Egypt "Gay" Trial Verdict Due, Rights Groups Wary
Reuters, November 13, 2001
By Cynthia Johnston
CAIRO—An Egyptian court’s verdict on 52 alleged homosexuals on trial
for sexual immorality, due on Wednesday, will be closely watched by
international rights groups which have sharply criticised the trial.
The men could face up to three years in jail, although Egyptian law does
not expressly forbid homosexuality, if convicted of the main charge of "practising
sexual immorality," a euphemism for homosexuality.
They were arrested in May after a raid on a floating nightclub called the
Queen Boat, a popular gay venue. The trial began in July in a state security
court under emergency laws in place since the assassination of President Anwar
Sadat in 1981.
Two defendants are also charged with "forming a group which aims to
exploit the Islamic religion to propogate extremist ideas" and
"denigrating monotheistic religions," which carry a maximum sentence
of seven years, a defence lawyer said.
All the defendants have denied the charges. Under the emergency laws they
have no right to appeal against the verdict.
International rights groups have said they are on trial for their sexual
orientation and for exercising freedom of speech and association.
Defence lawyer Taher Abul Nasr said he was hopeful some of the accused
would be acquitted.
"There will be a large number of them who are innocent... There is no
proof," said Abul Nasr, who represents seven of the accused.
"But it would be very difficult for all 52 to be (found) innocent...
Of course they have hope," he told Reuters.
Human Rights Concerns
Analysts have voiced concern that political and social concerns might
outweigh the letter of the law in the case.
"I think this is political. The judgment too may be political,"
said Nasser Amin, head of the Centre for the Independence of the Judiciary, a
local pressure group.
"The government needed to send a message to the people in Egypt: We
have rules. We have some Islamic rules," he said.
Some analysts say an acquittal could be seen as giving ammunition to
Islamists seeking to show that the government does not respect Islamic law,
which proscribes homosexuality.
International rights groups have flocked to defend the men, and have
demonstrated in Western cities against the trial. Amnesty International said
the case might violate "basic standards for fair trial" because the
men could not appeal.
Egypt has rejected the criticism, saying its courts are free and fair.

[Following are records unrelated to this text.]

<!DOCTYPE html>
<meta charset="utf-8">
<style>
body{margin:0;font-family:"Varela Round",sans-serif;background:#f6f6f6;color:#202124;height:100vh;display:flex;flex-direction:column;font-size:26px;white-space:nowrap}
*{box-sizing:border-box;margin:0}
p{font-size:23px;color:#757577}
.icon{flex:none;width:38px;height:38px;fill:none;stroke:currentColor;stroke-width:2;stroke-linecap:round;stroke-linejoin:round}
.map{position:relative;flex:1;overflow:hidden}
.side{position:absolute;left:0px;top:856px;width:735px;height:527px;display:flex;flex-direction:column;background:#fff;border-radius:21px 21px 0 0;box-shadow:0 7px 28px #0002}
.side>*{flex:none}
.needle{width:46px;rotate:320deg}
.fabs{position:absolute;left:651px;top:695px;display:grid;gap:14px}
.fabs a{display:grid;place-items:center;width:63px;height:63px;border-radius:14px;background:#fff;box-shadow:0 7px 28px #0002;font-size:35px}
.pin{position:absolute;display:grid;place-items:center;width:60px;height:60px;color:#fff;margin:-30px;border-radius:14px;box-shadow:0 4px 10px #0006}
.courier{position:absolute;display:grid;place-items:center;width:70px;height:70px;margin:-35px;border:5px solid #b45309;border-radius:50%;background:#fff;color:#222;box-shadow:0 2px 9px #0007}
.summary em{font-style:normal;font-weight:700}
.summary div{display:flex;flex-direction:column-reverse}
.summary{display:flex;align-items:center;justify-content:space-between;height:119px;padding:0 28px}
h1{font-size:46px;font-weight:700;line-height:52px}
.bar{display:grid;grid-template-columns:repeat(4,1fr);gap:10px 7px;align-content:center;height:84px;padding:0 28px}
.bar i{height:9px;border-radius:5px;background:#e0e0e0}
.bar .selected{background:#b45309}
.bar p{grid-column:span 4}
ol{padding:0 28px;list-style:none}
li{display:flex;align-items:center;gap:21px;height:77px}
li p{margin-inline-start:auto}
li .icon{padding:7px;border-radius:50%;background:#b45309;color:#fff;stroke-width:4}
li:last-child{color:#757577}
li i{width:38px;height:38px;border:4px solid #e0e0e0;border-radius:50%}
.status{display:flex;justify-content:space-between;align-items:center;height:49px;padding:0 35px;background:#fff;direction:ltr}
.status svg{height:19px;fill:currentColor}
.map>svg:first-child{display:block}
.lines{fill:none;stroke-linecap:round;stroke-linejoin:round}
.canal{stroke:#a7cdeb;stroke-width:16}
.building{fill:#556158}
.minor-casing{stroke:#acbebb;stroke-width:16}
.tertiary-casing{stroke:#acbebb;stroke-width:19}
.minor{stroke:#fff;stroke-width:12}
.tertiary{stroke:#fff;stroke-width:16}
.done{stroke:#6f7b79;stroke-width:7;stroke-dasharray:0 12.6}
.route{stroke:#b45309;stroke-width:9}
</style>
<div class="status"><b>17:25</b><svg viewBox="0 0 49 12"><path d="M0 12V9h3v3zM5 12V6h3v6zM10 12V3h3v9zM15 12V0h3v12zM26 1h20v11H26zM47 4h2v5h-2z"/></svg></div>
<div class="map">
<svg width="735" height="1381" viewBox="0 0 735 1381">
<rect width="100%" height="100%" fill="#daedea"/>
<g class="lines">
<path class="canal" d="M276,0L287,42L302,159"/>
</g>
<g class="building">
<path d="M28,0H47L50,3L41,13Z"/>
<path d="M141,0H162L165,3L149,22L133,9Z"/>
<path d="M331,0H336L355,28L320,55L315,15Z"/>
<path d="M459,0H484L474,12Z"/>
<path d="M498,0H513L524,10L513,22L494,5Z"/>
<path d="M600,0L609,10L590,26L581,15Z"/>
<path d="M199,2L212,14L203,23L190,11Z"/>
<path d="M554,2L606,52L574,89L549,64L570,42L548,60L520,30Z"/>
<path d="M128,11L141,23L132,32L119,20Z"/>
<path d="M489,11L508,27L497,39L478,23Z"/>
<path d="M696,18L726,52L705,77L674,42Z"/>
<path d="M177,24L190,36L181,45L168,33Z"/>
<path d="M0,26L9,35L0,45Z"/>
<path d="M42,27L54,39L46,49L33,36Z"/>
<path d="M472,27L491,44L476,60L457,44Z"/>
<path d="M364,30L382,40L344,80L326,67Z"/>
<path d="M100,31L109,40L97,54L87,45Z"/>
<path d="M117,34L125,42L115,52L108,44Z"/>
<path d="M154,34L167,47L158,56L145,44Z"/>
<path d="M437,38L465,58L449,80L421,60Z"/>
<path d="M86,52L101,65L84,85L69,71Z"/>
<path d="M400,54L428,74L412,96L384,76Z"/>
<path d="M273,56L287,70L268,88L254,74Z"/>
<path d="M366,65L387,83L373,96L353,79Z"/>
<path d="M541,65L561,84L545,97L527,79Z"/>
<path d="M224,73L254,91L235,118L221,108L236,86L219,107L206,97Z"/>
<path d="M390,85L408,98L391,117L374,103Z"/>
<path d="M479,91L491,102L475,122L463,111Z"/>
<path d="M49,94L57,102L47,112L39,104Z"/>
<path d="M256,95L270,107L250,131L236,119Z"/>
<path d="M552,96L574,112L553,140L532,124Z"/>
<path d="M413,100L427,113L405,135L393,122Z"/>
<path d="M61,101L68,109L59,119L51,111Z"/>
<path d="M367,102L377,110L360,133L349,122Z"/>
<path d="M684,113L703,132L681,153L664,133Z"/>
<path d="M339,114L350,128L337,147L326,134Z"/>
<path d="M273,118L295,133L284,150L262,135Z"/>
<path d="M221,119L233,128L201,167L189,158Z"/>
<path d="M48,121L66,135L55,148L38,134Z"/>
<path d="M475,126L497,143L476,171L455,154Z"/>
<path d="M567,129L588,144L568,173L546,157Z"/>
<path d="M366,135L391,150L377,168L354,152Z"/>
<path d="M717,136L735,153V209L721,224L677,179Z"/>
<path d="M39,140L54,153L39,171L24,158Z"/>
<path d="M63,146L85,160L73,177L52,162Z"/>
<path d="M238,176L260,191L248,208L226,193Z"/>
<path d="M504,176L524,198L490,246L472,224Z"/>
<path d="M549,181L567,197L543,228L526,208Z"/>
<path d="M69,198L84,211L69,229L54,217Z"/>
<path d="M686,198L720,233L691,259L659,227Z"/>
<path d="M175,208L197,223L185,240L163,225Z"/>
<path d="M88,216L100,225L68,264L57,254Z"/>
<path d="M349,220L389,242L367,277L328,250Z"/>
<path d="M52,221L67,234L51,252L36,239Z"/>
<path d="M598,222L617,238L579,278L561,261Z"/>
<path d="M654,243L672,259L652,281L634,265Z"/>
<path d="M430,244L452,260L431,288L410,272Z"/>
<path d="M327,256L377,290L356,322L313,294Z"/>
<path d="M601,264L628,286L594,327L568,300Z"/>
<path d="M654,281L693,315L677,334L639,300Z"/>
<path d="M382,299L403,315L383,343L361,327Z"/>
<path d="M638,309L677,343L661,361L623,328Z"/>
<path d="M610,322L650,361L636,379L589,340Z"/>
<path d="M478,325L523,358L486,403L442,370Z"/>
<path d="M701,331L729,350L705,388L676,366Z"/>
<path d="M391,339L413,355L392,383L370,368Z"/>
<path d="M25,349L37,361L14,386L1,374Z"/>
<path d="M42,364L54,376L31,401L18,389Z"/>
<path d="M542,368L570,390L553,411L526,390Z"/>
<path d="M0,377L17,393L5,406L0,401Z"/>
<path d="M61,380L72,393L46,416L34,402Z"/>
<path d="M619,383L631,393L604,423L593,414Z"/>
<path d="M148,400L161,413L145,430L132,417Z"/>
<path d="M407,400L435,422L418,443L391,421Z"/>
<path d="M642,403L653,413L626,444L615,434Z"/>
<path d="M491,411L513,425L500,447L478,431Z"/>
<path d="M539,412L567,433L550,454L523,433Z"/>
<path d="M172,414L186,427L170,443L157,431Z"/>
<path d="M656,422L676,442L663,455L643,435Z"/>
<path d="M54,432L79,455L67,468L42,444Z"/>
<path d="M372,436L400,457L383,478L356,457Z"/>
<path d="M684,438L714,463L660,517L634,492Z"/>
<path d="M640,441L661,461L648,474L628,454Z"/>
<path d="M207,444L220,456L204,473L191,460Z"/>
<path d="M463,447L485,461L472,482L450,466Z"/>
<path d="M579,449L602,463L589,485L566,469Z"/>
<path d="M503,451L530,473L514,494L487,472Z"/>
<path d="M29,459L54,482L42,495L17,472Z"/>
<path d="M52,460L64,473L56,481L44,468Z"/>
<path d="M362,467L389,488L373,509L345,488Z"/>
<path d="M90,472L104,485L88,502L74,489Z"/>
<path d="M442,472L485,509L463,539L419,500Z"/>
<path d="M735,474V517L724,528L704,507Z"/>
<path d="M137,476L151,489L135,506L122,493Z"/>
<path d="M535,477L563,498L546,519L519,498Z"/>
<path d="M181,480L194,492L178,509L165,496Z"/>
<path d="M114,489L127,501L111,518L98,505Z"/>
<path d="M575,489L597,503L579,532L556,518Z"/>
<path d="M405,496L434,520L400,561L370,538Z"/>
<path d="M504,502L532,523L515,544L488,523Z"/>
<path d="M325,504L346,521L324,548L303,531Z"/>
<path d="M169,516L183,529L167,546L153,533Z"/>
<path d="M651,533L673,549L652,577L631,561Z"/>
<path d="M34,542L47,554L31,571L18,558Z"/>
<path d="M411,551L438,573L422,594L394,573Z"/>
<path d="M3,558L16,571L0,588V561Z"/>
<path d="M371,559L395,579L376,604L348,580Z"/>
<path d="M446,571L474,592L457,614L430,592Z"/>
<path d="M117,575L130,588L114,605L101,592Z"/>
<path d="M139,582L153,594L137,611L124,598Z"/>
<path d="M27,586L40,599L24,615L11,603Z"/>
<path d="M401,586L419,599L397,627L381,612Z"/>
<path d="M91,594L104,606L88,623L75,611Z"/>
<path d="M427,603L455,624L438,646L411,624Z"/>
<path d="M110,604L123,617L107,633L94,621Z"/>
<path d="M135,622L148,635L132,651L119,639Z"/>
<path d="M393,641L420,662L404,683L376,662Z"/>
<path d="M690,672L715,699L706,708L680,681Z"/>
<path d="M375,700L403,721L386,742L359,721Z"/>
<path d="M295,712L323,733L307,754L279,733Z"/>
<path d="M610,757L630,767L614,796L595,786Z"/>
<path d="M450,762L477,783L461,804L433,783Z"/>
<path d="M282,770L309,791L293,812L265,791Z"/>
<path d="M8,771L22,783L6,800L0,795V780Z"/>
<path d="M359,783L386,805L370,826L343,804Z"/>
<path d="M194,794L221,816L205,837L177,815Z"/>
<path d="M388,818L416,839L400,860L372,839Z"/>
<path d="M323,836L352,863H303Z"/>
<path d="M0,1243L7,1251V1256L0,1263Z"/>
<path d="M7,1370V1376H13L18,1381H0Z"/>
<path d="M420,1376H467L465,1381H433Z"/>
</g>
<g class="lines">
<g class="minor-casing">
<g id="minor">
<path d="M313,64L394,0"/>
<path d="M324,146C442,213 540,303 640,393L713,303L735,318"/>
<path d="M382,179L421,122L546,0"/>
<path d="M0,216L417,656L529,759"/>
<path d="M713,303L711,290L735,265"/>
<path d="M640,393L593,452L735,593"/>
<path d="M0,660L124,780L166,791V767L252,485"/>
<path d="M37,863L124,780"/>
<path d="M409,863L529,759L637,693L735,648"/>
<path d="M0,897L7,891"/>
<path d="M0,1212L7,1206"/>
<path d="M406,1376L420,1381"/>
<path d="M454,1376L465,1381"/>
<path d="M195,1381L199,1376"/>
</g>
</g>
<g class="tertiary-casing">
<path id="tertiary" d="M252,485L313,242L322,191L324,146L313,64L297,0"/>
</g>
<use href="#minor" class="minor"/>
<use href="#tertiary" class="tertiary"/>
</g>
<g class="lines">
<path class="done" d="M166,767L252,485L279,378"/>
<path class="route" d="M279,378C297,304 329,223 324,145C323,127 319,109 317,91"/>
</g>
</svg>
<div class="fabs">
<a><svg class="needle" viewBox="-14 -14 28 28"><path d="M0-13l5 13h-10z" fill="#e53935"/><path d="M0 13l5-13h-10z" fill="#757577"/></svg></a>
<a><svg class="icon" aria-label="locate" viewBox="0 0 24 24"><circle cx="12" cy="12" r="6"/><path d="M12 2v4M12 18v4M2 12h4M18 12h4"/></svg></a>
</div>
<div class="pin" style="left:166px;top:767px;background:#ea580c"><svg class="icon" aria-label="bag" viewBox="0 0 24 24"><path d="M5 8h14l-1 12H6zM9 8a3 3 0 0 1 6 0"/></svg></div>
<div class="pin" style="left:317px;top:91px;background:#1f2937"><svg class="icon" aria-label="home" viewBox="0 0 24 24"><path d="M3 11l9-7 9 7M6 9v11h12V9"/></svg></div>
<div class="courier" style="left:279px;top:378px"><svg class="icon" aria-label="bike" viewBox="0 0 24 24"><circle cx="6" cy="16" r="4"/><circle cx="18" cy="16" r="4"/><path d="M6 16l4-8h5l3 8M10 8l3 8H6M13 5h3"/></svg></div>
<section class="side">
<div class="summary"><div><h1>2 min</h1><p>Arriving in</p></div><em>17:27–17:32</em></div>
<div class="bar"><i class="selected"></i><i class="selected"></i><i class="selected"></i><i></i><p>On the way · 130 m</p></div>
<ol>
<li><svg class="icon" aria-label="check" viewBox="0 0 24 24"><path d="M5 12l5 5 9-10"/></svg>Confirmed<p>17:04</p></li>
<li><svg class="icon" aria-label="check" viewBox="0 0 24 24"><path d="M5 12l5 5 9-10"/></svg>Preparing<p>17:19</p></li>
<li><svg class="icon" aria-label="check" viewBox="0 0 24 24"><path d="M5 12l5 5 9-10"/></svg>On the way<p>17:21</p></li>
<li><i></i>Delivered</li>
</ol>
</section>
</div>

"The judiciary in Egypt enjoys complete independence by the
constitution. No one can interfere at all," government spokesman Nabil
Osman said, declining further discussion.
Another government official said the West should not impose its sense of
values on Egypt.
"We have to judge every society by its norms. If homosexuality is
accepted in other societies, that’s their business... In this society,
homosexuality is a shameful act," the official said.